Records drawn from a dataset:
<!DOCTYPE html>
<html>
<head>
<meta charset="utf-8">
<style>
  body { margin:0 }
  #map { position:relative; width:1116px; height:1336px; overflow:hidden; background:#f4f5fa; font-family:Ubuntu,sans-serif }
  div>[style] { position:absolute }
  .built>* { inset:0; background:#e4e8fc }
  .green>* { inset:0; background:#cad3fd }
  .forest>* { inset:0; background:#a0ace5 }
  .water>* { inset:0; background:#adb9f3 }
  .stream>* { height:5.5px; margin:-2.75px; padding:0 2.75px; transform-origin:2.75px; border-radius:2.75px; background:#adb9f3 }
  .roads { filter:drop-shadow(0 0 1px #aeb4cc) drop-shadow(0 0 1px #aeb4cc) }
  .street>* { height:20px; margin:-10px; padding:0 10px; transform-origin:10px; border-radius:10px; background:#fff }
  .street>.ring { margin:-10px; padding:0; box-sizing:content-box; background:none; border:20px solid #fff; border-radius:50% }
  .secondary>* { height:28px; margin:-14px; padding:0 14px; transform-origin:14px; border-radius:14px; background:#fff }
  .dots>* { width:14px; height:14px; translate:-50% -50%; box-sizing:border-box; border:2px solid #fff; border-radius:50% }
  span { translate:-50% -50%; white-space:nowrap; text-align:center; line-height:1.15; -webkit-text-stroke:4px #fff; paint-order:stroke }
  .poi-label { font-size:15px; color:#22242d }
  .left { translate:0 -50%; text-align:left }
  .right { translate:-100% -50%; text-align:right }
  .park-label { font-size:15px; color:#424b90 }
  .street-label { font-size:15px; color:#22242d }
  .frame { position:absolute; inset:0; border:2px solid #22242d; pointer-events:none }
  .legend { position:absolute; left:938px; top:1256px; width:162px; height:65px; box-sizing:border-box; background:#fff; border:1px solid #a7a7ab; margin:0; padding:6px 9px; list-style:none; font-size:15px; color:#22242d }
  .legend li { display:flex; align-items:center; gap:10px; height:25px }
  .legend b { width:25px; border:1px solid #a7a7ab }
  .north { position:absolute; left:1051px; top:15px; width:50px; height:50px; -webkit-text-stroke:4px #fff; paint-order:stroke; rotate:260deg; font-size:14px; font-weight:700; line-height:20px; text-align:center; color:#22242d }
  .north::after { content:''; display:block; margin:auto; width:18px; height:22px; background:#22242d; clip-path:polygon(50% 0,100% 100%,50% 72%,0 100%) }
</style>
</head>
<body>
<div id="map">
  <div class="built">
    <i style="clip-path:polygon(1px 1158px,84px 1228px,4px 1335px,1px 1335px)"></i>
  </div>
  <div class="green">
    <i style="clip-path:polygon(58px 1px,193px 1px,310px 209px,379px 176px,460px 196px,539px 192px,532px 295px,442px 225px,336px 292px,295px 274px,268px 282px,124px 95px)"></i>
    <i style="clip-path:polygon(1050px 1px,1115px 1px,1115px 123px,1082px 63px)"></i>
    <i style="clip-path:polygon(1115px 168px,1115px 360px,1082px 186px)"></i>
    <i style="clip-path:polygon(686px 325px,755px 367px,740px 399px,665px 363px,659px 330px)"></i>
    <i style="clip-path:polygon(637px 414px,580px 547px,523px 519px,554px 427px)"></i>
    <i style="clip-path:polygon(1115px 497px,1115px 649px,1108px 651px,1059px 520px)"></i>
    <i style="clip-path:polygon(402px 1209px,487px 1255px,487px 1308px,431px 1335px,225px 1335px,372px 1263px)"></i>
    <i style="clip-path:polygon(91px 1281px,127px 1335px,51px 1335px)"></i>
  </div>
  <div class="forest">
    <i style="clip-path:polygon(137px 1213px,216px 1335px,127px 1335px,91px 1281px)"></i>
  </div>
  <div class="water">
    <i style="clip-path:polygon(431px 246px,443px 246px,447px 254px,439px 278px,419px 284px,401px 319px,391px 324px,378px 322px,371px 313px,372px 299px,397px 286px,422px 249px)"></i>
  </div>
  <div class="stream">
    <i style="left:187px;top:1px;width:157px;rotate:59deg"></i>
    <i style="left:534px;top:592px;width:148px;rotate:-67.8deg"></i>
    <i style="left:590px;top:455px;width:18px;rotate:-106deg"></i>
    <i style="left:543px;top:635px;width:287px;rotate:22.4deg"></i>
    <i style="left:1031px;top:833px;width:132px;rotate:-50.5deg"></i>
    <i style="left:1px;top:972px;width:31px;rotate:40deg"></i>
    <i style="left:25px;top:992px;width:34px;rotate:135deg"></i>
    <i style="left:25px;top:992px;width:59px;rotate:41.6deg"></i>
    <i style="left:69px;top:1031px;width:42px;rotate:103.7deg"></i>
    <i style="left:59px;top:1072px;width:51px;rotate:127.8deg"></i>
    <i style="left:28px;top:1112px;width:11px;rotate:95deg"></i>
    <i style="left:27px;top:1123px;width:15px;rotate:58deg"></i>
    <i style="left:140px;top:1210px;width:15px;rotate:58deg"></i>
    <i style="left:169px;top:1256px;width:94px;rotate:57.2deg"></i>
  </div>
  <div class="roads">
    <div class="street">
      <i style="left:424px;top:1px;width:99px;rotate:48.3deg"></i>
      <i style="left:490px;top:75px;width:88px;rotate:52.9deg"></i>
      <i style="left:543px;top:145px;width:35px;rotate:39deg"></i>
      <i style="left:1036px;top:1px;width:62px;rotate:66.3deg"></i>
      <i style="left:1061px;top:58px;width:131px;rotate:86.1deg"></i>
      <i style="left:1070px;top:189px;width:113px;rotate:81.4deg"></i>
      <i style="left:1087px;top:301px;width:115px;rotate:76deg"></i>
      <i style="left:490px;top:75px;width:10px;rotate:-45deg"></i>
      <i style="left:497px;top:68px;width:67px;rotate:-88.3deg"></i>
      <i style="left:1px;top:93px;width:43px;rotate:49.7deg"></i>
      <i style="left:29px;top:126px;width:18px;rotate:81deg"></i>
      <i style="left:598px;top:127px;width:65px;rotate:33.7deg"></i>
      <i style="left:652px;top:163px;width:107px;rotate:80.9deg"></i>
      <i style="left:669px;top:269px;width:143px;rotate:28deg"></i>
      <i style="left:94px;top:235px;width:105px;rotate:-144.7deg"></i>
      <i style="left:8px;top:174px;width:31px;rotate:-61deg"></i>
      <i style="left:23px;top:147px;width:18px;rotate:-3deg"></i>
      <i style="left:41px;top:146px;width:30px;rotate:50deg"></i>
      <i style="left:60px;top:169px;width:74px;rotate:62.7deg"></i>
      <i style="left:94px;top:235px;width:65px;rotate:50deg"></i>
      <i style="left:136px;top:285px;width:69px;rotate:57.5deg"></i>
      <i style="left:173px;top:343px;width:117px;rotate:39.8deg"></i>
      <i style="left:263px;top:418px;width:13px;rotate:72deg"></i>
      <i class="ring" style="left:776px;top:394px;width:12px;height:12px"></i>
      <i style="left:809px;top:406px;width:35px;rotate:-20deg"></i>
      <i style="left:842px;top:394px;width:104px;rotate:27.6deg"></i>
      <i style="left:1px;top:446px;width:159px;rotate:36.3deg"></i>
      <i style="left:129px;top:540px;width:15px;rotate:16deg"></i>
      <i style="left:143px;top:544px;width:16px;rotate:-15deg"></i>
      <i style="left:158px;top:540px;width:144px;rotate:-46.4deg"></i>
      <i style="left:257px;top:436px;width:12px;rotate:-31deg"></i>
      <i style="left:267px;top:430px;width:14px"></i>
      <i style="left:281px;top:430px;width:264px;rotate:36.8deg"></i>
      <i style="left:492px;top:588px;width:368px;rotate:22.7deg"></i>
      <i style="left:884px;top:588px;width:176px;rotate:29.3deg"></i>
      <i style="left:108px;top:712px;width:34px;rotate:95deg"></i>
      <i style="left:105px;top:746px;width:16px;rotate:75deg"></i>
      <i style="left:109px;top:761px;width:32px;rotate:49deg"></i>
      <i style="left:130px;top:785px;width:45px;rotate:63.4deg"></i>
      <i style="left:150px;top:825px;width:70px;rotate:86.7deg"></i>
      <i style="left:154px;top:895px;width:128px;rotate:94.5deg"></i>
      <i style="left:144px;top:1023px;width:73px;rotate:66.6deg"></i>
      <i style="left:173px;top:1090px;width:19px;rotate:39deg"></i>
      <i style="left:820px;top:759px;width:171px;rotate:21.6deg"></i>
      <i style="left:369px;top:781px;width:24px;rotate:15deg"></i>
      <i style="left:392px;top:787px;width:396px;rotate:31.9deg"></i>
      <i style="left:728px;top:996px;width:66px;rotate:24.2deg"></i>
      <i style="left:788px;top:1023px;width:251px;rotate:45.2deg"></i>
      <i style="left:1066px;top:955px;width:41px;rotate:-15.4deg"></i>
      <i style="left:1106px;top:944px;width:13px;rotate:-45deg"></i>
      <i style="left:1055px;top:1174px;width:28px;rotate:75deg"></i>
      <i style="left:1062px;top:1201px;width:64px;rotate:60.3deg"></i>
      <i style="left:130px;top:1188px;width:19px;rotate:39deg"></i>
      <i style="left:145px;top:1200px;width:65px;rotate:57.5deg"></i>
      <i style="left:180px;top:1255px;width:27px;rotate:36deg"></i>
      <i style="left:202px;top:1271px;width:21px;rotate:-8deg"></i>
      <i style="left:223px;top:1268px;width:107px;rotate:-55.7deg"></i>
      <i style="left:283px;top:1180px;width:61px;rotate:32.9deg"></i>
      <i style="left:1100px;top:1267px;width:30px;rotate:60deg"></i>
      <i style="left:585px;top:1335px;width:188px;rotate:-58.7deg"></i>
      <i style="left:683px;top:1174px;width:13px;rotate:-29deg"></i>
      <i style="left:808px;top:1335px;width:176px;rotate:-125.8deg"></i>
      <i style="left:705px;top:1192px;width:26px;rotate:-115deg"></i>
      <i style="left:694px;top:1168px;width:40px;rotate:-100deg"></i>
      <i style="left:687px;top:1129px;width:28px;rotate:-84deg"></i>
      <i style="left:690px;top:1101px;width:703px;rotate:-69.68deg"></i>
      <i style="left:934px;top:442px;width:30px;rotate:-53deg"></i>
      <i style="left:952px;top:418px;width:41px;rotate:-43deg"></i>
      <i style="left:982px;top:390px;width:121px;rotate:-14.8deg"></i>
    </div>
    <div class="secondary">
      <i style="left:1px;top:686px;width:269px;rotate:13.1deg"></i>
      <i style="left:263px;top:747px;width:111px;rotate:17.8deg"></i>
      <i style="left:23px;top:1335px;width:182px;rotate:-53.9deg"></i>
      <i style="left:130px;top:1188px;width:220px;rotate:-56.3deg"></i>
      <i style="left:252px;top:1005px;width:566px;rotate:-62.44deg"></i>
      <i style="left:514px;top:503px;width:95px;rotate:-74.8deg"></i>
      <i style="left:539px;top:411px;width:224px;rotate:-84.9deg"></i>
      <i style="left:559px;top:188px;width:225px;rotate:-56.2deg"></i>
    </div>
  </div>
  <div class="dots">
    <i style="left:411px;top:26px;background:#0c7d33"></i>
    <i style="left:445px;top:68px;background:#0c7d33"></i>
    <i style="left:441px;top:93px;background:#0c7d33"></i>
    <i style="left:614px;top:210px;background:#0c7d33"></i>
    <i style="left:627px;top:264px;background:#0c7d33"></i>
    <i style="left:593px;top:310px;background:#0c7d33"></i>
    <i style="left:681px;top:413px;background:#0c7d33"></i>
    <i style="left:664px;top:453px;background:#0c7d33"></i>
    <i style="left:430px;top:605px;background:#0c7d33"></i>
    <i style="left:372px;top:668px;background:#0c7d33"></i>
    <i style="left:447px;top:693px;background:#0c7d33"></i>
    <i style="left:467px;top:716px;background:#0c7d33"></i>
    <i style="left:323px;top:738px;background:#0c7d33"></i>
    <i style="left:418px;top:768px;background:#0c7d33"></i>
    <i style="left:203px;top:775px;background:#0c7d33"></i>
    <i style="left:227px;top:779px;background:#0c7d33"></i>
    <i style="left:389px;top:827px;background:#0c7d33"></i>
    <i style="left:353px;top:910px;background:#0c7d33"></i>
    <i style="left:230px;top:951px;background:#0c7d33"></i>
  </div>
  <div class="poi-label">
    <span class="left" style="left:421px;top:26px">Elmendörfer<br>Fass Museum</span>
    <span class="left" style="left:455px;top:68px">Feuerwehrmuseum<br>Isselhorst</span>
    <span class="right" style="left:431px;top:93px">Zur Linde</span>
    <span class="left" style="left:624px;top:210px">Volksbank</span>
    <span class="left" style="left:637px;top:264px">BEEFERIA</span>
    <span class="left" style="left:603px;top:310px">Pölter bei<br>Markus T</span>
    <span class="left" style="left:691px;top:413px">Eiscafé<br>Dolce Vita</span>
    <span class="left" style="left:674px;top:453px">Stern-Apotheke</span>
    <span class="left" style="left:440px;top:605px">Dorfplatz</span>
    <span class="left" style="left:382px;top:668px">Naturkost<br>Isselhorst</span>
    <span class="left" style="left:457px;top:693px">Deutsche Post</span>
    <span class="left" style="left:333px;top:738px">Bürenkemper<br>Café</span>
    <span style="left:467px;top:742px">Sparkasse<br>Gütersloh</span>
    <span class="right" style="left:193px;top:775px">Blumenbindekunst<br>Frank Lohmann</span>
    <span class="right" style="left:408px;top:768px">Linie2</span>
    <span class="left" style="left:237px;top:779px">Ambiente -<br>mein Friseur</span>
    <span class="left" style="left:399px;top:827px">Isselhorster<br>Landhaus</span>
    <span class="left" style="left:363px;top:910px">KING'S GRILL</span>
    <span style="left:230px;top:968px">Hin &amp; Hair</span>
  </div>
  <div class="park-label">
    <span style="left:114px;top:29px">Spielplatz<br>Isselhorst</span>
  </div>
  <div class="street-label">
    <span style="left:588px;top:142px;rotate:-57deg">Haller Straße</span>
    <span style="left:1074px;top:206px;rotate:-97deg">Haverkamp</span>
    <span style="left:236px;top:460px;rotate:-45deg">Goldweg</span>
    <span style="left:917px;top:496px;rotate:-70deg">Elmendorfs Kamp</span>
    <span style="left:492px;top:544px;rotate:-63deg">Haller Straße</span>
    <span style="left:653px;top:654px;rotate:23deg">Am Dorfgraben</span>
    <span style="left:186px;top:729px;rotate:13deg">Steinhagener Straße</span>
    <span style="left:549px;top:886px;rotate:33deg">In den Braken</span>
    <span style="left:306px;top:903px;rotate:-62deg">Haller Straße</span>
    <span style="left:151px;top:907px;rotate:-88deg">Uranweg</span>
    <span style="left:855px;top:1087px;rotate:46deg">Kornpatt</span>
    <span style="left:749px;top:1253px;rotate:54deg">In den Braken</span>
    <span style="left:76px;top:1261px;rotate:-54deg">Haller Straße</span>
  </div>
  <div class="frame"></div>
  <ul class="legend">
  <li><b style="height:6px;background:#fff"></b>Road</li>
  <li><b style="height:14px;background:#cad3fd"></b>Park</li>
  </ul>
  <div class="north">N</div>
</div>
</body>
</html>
==
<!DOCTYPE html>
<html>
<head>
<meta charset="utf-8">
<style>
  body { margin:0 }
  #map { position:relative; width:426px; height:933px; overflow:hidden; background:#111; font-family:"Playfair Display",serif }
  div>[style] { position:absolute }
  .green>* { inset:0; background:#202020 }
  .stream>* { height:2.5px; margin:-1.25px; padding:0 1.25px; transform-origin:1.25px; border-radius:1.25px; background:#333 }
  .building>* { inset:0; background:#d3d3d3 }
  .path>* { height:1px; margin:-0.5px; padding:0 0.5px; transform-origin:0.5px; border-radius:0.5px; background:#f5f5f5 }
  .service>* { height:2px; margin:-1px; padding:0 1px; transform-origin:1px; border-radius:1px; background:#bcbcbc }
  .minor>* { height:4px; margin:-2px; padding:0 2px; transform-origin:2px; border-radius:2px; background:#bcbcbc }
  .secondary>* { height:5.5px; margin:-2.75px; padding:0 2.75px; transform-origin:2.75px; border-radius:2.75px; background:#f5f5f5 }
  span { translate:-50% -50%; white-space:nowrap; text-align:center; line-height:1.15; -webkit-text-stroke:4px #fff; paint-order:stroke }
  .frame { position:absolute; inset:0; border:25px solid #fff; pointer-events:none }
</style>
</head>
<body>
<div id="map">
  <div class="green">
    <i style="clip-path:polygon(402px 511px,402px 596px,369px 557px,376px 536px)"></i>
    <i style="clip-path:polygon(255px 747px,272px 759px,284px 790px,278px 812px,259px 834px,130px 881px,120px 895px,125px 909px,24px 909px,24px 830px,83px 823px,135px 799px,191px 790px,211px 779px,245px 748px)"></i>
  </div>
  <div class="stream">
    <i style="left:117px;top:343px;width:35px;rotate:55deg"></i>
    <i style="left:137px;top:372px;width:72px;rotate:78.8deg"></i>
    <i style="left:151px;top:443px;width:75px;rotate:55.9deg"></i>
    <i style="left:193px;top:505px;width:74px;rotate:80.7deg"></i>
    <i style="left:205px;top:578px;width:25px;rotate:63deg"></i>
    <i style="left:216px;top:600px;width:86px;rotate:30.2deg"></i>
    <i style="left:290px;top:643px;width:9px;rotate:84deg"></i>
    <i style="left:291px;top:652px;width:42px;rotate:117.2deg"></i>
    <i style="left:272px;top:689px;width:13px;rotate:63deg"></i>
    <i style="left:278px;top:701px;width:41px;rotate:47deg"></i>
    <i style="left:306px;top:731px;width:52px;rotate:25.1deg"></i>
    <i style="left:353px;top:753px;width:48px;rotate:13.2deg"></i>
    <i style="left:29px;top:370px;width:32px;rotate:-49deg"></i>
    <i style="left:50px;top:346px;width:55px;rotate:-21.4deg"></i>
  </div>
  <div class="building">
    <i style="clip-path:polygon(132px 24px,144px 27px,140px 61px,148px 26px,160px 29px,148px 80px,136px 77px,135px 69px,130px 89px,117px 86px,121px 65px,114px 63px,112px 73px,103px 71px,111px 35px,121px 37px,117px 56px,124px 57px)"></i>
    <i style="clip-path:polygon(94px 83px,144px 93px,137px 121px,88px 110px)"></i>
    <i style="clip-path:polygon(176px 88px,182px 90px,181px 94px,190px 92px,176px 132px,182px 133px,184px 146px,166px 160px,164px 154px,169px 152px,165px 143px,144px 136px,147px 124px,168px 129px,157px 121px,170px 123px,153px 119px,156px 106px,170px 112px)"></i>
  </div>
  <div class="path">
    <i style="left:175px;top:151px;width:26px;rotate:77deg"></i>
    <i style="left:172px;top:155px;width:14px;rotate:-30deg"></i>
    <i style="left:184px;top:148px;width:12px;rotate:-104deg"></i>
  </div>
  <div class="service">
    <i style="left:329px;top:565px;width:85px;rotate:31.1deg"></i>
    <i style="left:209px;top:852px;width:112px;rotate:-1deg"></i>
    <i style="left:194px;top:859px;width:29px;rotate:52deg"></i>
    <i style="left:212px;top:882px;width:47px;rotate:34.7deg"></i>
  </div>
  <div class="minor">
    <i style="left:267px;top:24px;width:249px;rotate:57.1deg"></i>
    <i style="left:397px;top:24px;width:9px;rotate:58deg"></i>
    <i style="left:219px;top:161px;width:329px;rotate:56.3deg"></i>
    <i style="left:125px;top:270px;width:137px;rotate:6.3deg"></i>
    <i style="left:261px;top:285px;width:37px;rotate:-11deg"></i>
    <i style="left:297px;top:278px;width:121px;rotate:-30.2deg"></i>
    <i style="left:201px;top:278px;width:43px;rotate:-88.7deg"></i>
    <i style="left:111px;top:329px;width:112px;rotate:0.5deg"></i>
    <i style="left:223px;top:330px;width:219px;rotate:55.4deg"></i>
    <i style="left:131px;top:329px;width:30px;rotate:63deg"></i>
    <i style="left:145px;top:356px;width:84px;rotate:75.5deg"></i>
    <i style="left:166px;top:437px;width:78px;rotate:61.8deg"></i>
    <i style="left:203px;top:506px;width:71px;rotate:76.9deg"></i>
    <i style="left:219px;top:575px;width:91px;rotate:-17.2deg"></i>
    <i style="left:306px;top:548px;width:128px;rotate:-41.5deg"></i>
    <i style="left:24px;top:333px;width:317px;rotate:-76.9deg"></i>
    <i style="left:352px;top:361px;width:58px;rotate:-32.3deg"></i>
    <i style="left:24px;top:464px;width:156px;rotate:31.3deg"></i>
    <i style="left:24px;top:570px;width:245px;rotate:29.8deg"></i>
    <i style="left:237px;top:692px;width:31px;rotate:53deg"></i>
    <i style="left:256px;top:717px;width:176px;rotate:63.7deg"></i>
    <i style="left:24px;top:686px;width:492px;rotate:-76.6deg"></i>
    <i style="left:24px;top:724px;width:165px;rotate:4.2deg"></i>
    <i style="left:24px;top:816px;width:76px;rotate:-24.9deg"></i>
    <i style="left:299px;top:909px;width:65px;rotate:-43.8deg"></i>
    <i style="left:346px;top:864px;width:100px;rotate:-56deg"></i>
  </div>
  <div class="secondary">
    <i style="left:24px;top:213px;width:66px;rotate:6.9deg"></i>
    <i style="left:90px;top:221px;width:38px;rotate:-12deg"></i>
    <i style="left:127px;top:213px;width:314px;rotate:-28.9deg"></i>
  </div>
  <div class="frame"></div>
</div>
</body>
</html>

Required work: Look over the records above and filter for each line with the word "serif".

Your response:
  #map { position:relative; width:1116px; height:1336px; overflow:hidden; background:#f4f5fa; font-family:Ubuntu,sans-serif }
  #map { position:relative; width:426px; height:933px; overflow:hidden; background:#111; font-family:"Playfair Display",serif }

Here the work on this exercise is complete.